Exercise directions — Copy each line of the listing that includes "Order".

Supplied material —
════════

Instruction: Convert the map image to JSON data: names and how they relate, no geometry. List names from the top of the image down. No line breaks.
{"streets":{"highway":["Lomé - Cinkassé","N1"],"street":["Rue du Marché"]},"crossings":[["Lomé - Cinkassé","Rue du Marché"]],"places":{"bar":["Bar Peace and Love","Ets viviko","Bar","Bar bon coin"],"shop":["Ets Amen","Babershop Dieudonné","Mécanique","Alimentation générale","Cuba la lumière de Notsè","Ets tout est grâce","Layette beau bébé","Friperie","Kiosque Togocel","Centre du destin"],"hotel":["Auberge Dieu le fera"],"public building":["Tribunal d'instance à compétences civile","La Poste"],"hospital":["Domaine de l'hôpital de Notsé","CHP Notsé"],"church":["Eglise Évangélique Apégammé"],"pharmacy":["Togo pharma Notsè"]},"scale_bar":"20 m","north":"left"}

════════

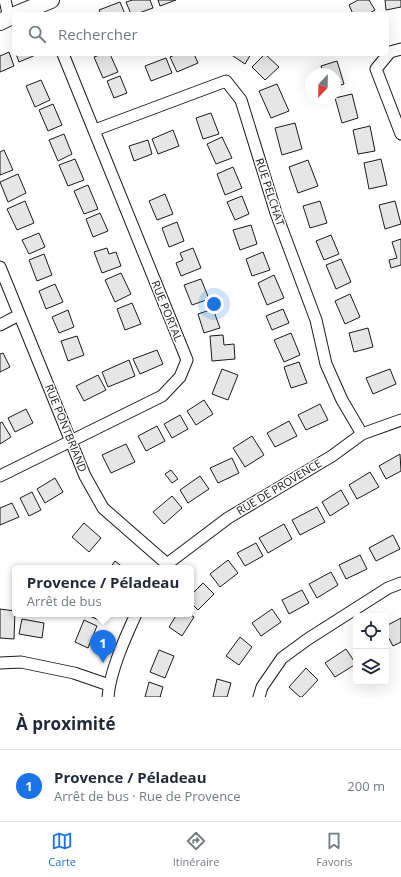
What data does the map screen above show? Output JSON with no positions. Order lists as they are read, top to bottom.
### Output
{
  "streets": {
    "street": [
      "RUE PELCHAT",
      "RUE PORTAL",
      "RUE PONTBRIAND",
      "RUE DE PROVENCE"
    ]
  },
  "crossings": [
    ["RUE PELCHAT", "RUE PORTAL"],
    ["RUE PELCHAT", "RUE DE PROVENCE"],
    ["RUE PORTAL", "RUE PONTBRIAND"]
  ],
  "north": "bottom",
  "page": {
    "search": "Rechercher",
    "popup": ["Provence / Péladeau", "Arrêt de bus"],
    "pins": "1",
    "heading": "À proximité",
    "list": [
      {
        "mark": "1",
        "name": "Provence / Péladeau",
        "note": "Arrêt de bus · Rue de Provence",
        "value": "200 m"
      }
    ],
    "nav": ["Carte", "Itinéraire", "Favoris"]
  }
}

════════

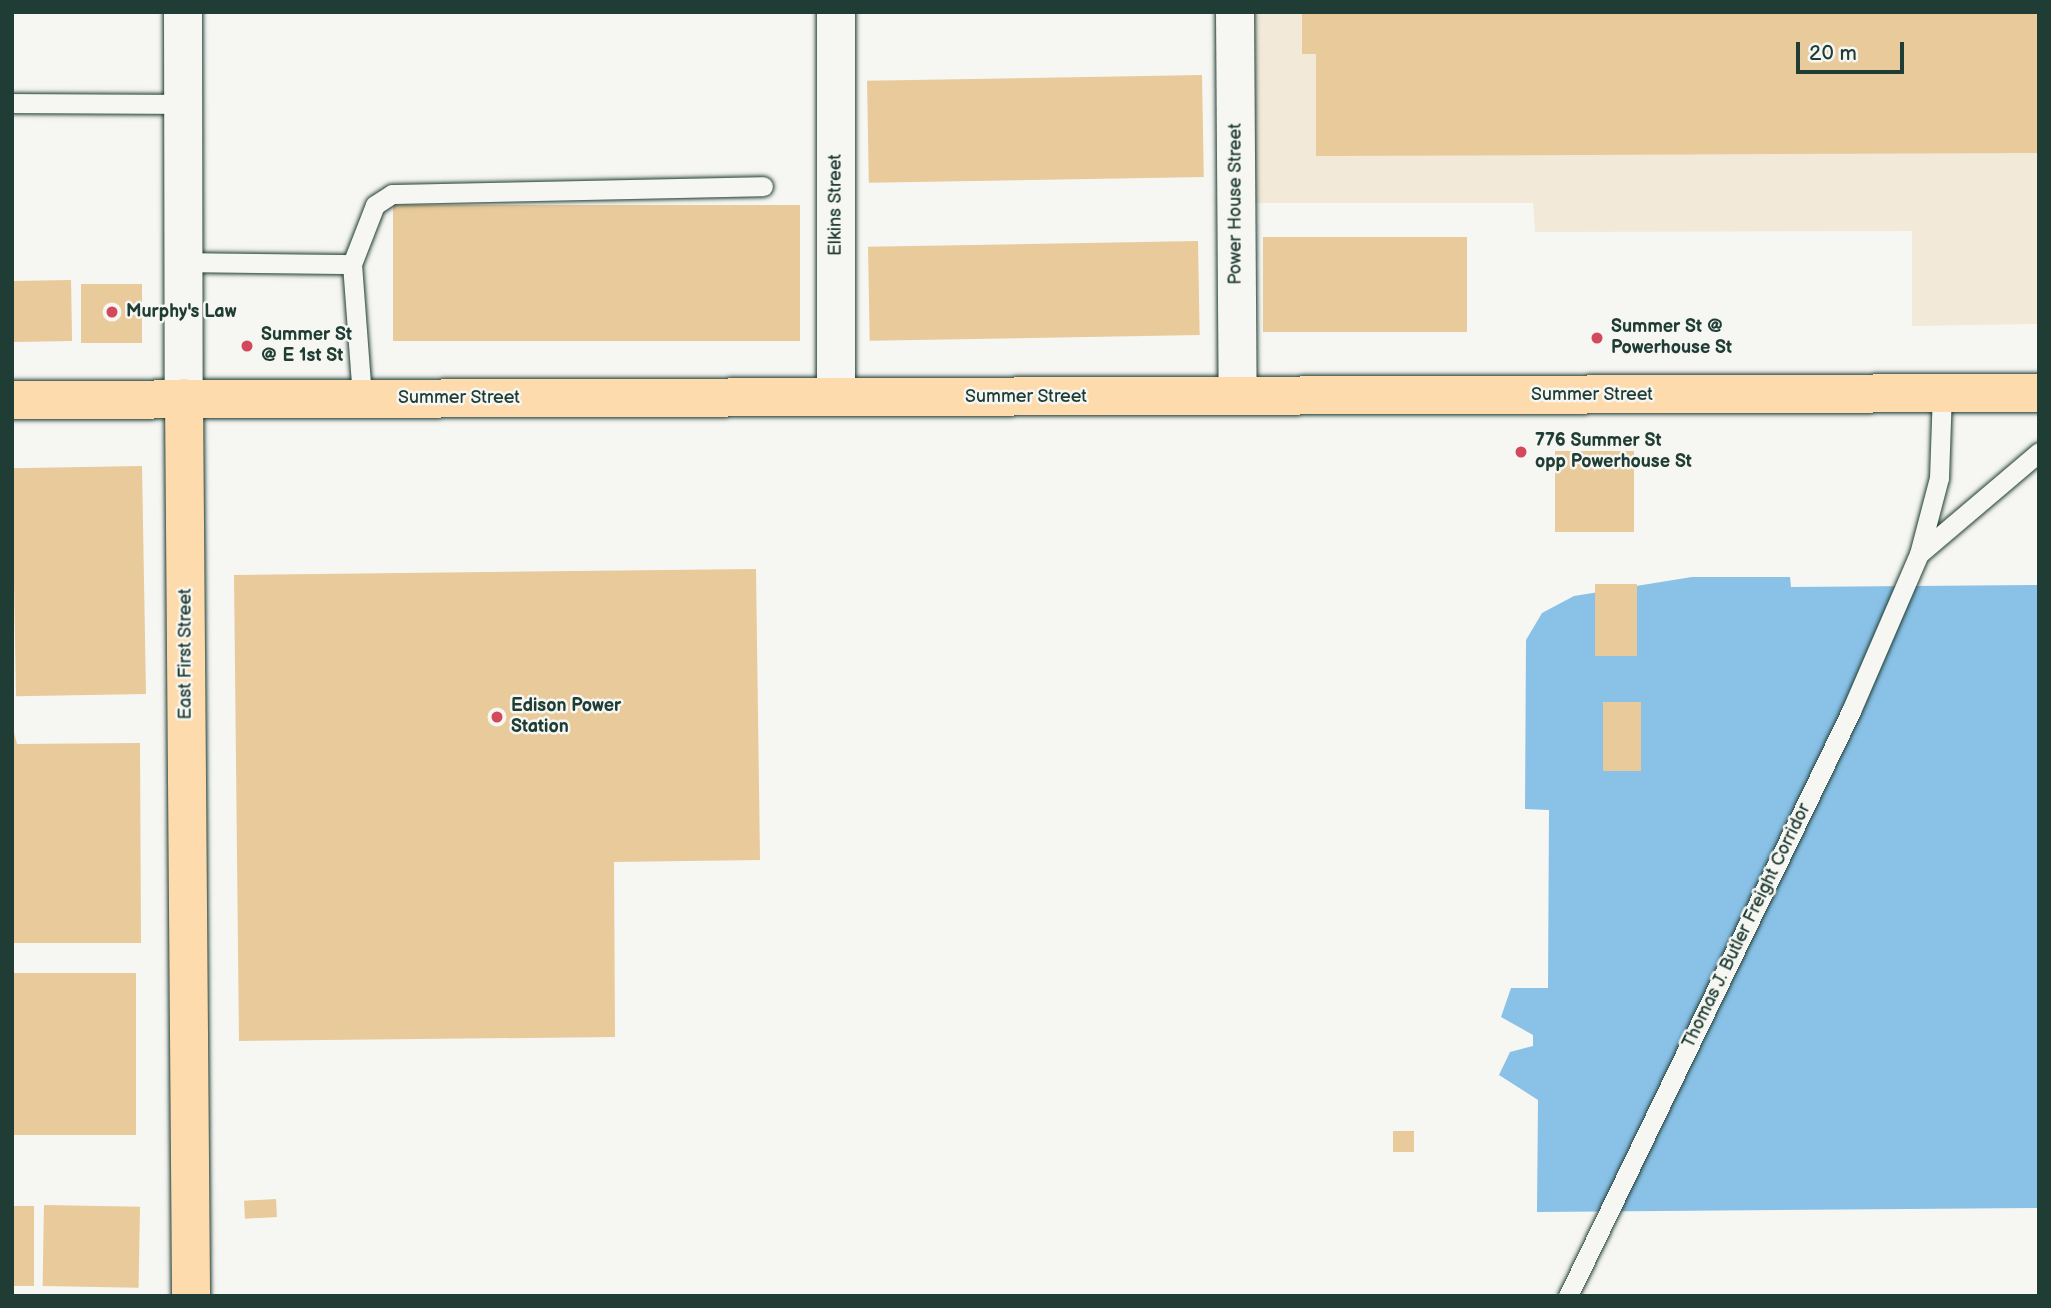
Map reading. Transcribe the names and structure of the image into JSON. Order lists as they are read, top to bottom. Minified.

════════

Answer space —
What data does the map screen above show? Output JSON with no positions. Order lists as they are read, top to bottom.
Map reading. Transcribe the names and structure of the image into JSON. Order lists as they are read, top to bottom. Minified.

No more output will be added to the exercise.